Hacker News new | ask | show | jobs
by pbiggar 4959 days ago
A couple of reasons why it makes sense for V8 and other vendors to use UCS2:

- The spec says UCS2 or UTF16. Those are the only options.

- UCS2 allows random access to characters, UTF-16 does not.

- Remember how the JS engines were fighting for speed on arbitrary benchmarks, and nobody cared about anything else for 5 years? UCS2 helps string benchmarks be fast!

- Changing from UCS2 to UTF-16 might "break the web", something browser vendors hate (and so do web developers)

- Java was UCS2. Then Java 5 changed to UTF-16. Why didn't JS change to UTF-16? Because a Java VM only has to run one program at once! In JS, you can't specify a version, an encoding, and one engine has to run everything on the web. No migration path to other encodings!

1 comments

UCS2 allows random access to characters, UTF-16 does not.

I'm not sure if that's really true. On IBM's site, they define 3 levels of UCS-2, only one of which excludes "combining characters" (really code points).

http://pic.dhe.ibm.com/infocenter/aix/v6r1/index.jsp?topic=%...

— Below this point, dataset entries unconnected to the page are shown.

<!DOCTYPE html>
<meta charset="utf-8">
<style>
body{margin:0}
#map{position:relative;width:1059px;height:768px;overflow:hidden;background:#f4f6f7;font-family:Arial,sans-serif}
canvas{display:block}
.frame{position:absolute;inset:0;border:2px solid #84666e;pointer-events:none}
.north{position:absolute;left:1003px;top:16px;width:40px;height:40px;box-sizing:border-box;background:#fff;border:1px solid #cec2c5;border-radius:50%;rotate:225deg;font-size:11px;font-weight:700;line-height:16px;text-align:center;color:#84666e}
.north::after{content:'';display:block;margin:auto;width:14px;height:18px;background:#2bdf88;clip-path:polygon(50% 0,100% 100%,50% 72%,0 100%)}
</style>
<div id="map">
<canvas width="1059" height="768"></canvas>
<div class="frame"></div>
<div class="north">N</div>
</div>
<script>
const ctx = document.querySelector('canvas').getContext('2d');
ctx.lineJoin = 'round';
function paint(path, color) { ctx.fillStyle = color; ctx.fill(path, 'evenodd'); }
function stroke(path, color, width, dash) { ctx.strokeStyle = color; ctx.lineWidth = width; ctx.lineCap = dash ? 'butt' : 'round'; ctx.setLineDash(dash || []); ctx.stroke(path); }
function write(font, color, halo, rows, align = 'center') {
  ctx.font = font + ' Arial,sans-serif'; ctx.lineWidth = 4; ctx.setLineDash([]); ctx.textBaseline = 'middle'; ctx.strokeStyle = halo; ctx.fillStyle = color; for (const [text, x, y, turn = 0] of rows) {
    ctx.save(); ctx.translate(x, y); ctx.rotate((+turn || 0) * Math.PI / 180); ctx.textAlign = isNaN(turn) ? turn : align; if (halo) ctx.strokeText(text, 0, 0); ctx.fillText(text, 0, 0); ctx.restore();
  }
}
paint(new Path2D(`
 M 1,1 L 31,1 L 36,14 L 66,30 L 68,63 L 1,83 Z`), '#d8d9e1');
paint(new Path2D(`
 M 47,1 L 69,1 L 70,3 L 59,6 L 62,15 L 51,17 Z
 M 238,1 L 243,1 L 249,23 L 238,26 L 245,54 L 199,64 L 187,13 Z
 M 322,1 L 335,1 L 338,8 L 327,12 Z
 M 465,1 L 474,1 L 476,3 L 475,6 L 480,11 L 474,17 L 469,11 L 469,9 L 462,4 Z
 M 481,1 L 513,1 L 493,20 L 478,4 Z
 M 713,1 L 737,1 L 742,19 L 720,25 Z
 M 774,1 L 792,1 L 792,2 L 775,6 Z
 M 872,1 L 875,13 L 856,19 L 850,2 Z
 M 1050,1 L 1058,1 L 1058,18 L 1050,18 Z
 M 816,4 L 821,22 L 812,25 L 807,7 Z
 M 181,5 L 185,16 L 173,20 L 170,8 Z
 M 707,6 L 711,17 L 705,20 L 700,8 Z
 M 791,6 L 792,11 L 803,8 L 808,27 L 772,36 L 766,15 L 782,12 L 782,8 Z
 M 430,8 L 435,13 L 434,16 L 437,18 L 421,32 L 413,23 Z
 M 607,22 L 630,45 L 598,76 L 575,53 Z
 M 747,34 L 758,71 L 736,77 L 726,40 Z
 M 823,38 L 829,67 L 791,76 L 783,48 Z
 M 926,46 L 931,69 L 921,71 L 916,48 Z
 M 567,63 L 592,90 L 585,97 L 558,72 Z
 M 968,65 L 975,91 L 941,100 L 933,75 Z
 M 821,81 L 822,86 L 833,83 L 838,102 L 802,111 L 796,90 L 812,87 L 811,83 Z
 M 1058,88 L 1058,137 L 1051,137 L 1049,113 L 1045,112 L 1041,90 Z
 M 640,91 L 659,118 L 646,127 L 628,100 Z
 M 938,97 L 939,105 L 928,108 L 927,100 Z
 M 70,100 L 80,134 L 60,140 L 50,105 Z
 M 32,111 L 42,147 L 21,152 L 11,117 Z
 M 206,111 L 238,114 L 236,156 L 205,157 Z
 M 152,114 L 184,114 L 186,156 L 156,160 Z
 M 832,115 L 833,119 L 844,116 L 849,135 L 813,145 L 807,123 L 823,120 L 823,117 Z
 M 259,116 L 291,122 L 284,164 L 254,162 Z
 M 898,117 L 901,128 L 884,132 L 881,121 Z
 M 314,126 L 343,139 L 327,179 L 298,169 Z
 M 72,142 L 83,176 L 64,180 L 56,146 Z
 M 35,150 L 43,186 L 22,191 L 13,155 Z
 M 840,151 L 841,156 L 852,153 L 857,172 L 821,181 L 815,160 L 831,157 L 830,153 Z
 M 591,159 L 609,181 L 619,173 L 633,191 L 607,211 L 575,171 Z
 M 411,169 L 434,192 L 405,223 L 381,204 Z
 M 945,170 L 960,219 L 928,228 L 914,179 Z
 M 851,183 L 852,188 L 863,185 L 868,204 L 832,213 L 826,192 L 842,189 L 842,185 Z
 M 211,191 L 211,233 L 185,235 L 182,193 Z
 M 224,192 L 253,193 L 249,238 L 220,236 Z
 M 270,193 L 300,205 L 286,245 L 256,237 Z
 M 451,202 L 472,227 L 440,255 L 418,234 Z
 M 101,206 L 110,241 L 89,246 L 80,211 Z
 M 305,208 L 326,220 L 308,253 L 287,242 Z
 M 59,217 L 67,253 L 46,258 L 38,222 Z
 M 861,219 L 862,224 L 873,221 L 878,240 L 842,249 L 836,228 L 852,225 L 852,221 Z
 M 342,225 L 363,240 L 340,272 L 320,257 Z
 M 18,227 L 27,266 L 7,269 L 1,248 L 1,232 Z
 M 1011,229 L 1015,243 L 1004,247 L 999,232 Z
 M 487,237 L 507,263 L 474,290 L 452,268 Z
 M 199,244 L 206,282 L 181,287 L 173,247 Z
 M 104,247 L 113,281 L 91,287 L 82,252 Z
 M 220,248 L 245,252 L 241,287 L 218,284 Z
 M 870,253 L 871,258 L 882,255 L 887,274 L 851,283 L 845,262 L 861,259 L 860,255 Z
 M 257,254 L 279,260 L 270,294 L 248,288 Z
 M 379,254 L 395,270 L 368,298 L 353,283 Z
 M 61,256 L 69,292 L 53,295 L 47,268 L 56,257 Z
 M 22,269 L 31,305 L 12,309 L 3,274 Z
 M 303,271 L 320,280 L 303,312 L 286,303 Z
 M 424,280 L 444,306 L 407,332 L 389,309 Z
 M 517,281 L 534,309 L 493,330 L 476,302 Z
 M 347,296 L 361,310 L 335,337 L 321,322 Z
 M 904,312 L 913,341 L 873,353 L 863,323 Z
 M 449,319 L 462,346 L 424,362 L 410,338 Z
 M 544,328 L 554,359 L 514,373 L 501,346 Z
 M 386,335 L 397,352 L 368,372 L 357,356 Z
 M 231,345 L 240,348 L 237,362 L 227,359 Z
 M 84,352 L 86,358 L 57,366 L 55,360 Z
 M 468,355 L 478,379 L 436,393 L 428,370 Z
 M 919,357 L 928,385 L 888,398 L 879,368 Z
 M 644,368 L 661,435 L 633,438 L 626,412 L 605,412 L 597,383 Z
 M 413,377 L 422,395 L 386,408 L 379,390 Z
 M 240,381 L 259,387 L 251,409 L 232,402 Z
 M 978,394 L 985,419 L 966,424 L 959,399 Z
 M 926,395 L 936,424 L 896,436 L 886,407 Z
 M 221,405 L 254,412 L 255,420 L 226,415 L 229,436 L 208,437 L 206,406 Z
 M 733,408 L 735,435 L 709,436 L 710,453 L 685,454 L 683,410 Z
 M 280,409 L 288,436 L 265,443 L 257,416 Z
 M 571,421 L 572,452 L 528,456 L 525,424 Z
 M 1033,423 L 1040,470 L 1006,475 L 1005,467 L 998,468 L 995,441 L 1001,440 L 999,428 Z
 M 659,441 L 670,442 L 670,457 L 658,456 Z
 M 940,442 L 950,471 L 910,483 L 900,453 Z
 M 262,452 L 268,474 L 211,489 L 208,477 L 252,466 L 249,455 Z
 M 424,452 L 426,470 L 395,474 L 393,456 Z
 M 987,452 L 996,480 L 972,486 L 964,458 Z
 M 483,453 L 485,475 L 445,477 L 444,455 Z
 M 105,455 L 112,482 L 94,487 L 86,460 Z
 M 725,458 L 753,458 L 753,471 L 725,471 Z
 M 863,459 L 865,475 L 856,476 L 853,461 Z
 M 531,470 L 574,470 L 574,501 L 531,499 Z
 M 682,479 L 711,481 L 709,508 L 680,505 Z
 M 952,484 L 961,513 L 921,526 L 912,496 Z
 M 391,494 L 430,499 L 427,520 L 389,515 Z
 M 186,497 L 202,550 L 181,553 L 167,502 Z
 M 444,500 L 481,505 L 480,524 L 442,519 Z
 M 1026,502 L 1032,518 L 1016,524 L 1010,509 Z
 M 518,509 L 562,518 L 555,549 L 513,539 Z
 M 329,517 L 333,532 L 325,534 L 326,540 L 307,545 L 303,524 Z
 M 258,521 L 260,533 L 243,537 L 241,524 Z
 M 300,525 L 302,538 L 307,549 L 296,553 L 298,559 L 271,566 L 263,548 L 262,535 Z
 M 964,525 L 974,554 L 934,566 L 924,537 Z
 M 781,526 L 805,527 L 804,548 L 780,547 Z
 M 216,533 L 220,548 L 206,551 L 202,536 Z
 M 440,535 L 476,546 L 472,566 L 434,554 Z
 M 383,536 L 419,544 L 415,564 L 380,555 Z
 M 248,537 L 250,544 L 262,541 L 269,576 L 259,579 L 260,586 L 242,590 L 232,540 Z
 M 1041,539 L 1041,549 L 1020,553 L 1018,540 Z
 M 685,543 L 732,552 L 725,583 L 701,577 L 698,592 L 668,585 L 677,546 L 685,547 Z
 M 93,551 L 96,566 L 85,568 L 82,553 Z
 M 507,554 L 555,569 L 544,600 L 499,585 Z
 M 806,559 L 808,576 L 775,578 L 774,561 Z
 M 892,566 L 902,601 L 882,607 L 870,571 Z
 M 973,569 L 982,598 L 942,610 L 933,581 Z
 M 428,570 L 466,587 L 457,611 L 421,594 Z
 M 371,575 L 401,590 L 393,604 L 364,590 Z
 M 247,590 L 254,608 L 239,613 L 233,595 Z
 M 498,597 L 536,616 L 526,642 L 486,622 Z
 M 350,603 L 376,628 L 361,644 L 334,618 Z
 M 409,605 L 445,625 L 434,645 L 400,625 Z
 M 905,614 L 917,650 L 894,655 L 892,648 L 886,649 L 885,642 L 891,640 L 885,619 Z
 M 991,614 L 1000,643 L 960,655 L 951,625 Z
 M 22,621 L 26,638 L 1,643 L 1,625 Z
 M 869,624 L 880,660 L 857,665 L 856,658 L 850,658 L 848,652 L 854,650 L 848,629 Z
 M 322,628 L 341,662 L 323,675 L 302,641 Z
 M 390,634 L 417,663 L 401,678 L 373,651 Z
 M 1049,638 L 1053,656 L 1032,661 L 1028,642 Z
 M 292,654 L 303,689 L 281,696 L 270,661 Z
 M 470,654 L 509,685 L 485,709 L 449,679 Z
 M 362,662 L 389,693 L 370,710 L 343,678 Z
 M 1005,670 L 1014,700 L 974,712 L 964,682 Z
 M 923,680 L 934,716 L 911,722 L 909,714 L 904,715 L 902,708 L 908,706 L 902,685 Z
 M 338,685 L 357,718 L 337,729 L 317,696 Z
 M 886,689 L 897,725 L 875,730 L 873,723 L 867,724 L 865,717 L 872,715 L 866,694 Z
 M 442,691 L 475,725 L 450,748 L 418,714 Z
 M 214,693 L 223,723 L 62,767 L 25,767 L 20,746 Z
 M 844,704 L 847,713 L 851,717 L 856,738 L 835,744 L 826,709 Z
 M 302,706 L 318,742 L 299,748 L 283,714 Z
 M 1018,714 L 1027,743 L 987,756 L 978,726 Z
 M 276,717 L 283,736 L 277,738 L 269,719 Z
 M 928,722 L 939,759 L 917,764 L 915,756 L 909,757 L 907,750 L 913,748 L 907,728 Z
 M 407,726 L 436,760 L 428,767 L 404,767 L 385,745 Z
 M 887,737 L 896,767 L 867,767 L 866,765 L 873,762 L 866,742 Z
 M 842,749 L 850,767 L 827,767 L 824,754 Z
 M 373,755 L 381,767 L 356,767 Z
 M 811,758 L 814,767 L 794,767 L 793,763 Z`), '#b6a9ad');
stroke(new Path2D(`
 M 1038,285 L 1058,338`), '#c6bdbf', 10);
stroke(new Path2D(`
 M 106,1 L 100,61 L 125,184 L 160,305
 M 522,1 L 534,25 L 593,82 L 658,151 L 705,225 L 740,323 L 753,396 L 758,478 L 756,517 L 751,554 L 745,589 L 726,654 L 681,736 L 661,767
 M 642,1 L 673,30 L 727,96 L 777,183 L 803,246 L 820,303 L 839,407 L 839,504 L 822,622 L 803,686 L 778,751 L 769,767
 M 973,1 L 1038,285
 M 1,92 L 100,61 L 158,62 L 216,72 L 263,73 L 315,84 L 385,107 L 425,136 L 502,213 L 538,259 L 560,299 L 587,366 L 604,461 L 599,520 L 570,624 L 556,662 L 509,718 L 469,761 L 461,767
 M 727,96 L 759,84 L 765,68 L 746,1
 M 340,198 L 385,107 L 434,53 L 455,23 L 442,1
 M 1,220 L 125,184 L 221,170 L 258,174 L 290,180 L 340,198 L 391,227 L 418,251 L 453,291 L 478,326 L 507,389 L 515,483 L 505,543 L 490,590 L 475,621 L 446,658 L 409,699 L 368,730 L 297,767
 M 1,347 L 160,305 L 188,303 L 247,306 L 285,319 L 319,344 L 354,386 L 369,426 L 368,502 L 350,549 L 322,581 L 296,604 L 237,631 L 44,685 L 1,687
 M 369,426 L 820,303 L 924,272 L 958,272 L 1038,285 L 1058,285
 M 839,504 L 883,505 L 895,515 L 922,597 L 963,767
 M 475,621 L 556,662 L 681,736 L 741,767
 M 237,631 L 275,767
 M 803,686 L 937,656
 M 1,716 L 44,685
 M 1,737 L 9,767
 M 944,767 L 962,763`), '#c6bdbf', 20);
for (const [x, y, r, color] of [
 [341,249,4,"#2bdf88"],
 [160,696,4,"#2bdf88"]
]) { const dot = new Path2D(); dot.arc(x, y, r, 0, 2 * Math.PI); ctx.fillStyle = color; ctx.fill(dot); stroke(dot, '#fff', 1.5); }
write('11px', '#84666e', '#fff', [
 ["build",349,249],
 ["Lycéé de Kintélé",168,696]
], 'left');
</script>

If you have combining characters, then you can't simply take the number of bytes and divide by 2 to get the number of letters. If you don't have combining characters, then you have something which isn't terribly useful except for European languages (I think?)

Maybe someone more familiar with the implementation can describe which path they actually went down for this... given what I've heard so far, I'm not optimistic.

OK, I cracked into the V8 source to take a look at what actually happens. It looks like the implementation does use random access for two-byte strings. However, it also uses multiple multiple string implementations (ASCII, 2 byte strings, "consString" (I presume some kind of Rope), "Sliced Strings" (sounds like a rope again, but might be shared storage of the string contents for immutable strings)), so they could likely use other implementations with whatever properties they choose.

See https://github.com/v8/v8/blob/3ff861bbbb62a6c0078e042d8077b2... and https://github.com/v8/v8/blob/3ff861bbbb62a6c0078e042d8077b2....

Ugh, I just realized this whole article is a farce. v8 added UTF-16 support earlier this year. Its support for non-BMP code points is now on par with java (although it has many of the same limitations)